The result is a group of less complex characters, yet accessible to a wide audience. Ewan McGregor and Naomie Harris do not underline the kindness of their characters, getting them involved in the case without knowing exactly why. Both actors insist on being discreet, somewhat opaque, reflecting this strangeness. They clash with the landscape, unlike the effective British researcher, played by Damian Lewis, and the good-hearted mobster, full of frowns and a heavy accent, composed by an inspired Stellan Skarsgard.
The filmmaker also simplifies the viewer’s access to images. The Spy Who Knew Too Much and The Most Wanted Man impressed by the relentless coldness of his aesthetics, by the elegance in the portrait of the elite. Susanna White opts for a radically different path. She uses the widescreen to film faces closely, creating a feeling of claustrophobia. With a contrasted and saturated photograph, she immerses the characters in the dark, covering them with flares, reflections and shiny filters.
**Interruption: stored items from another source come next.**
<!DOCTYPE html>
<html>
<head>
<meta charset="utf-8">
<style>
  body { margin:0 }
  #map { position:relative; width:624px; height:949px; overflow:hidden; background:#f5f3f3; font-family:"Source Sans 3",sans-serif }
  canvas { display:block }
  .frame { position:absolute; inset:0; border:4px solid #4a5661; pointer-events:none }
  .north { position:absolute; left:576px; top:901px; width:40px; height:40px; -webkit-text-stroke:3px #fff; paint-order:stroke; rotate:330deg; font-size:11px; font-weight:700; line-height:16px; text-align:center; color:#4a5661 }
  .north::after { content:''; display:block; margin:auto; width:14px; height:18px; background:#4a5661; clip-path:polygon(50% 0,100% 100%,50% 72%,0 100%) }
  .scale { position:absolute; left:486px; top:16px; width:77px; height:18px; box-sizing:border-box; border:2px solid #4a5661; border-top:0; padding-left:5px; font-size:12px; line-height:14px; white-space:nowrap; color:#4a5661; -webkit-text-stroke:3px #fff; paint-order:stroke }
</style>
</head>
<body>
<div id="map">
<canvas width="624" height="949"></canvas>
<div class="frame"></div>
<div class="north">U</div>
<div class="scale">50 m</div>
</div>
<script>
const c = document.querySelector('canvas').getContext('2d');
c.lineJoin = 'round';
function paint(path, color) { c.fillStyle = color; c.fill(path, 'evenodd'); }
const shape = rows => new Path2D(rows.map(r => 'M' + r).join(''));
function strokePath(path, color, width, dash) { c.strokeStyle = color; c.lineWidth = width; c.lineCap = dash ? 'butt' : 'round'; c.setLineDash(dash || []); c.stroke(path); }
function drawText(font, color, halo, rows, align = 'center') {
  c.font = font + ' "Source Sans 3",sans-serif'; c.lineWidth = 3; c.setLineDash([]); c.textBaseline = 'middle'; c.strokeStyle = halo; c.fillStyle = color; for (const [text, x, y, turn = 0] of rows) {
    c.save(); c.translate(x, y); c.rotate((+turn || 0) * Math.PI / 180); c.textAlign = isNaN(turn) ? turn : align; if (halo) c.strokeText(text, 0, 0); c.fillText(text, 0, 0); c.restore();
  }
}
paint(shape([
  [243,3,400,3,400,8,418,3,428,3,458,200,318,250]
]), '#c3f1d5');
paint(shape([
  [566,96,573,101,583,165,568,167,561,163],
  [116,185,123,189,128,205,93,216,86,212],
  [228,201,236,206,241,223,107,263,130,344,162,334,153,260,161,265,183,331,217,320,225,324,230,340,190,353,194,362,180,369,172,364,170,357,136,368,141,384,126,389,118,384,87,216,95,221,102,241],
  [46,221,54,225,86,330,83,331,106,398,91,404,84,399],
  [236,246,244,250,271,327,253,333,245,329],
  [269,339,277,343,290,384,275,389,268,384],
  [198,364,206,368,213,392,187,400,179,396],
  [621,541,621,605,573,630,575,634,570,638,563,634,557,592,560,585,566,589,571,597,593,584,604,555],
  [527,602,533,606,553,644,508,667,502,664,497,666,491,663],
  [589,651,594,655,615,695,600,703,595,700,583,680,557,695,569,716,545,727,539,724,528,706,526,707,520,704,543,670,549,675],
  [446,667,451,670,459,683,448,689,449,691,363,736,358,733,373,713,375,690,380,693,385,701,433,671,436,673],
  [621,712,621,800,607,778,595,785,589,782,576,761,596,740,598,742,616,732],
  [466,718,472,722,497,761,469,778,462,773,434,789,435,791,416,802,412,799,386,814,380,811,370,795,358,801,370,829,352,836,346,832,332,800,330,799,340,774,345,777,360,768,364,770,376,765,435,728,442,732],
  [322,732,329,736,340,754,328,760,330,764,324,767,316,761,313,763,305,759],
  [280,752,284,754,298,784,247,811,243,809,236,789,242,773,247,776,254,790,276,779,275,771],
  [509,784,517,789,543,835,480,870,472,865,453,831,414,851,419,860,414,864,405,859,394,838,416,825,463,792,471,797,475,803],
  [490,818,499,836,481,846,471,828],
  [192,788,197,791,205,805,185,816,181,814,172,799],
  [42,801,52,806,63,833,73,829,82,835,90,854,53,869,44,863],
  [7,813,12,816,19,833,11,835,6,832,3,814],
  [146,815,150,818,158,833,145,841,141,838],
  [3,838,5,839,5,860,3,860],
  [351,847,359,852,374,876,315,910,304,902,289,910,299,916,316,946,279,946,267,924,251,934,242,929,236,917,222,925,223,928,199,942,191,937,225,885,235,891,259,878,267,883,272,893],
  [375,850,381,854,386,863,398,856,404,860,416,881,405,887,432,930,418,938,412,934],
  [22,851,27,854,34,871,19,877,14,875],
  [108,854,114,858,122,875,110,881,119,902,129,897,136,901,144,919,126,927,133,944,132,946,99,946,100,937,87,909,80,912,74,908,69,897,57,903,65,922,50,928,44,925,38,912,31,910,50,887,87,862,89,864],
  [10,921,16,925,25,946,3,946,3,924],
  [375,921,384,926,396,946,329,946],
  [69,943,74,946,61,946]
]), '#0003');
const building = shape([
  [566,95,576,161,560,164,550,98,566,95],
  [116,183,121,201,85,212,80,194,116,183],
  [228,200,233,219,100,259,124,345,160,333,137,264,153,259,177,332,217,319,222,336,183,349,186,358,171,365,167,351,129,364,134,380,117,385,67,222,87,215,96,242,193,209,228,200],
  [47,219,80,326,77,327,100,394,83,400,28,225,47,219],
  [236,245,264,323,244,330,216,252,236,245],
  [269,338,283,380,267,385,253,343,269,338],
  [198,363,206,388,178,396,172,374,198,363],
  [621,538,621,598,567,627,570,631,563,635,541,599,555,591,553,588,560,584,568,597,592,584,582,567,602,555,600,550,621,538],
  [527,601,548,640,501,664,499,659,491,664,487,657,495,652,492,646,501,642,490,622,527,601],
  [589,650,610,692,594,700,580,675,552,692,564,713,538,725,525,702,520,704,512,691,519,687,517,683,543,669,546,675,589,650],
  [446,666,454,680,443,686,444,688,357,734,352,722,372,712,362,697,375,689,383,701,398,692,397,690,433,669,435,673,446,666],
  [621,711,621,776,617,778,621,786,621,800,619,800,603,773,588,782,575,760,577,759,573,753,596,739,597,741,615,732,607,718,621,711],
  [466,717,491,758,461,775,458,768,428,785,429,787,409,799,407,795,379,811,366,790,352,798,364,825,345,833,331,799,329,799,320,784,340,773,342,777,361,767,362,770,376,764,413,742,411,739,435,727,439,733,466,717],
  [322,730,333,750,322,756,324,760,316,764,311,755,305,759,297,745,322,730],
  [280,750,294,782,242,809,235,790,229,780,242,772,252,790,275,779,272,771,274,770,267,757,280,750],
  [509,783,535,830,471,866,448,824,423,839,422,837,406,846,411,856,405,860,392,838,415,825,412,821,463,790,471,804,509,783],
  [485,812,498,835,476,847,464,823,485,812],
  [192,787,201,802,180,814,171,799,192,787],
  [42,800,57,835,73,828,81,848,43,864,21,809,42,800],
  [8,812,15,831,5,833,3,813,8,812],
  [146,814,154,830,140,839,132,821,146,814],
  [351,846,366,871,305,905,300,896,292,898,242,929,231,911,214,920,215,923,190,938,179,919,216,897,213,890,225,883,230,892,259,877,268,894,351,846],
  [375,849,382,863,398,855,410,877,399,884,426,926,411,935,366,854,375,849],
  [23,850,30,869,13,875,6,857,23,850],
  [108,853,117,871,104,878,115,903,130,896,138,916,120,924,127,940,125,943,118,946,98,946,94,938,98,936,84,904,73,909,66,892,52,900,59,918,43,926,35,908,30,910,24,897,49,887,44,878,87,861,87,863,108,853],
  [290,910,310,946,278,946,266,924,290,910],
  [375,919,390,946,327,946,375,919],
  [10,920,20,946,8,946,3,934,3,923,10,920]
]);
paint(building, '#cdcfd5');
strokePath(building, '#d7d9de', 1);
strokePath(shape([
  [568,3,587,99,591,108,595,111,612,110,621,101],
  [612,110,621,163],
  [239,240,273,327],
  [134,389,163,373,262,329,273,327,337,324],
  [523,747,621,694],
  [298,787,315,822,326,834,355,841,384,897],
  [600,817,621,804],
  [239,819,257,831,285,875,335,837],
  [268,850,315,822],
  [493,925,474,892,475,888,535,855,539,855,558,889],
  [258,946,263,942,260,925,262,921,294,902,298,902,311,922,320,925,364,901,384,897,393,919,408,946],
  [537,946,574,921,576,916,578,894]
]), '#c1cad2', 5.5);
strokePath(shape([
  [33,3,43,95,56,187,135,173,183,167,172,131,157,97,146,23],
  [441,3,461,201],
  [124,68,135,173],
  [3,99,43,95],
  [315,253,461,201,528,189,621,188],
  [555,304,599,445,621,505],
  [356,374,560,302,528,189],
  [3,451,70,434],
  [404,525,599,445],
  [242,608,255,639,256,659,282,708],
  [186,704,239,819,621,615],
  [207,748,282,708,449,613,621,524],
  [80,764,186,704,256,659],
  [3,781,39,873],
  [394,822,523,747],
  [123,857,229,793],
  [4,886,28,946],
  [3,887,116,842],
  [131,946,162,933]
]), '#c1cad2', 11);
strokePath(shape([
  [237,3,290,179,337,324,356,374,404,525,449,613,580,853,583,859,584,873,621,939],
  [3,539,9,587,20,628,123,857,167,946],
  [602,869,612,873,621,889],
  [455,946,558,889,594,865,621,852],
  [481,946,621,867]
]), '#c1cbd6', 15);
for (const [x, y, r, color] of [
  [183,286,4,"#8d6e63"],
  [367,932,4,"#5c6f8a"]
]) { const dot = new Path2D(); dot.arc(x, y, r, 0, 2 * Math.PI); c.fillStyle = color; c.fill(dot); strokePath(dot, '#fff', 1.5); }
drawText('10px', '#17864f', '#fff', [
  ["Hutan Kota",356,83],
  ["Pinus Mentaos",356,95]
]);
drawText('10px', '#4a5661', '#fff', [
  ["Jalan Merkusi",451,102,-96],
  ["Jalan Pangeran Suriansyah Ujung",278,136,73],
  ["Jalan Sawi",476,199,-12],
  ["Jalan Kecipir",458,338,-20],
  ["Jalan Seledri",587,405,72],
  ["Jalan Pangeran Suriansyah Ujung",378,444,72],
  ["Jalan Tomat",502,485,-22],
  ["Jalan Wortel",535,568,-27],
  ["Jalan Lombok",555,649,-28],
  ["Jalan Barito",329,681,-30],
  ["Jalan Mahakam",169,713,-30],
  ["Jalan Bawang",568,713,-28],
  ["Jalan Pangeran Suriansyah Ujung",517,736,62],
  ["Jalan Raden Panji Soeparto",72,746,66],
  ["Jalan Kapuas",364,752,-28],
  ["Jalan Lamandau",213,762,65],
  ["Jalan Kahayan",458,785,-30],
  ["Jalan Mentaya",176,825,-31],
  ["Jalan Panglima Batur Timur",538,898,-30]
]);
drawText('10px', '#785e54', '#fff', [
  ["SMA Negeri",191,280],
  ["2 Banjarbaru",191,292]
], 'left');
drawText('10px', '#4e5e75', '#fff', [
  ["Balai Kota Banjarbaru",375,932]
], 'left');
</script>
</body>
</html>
The world of espionage is filmed with the aesthetic of a casino or cabaret, something innovative, although not necessarily consistent with the proposal. Even so, it is an ideal of beauty (sparkles, filters, strong colors, close-ups) accessible in the commercial circuit.
The end result is an attempt to simplify narrative, aesthetic and psychological conflicts. Our Faithful Traitor becomes a palatable adaptation of the work of John Le Carré, and also one of the least stimulating in recent years.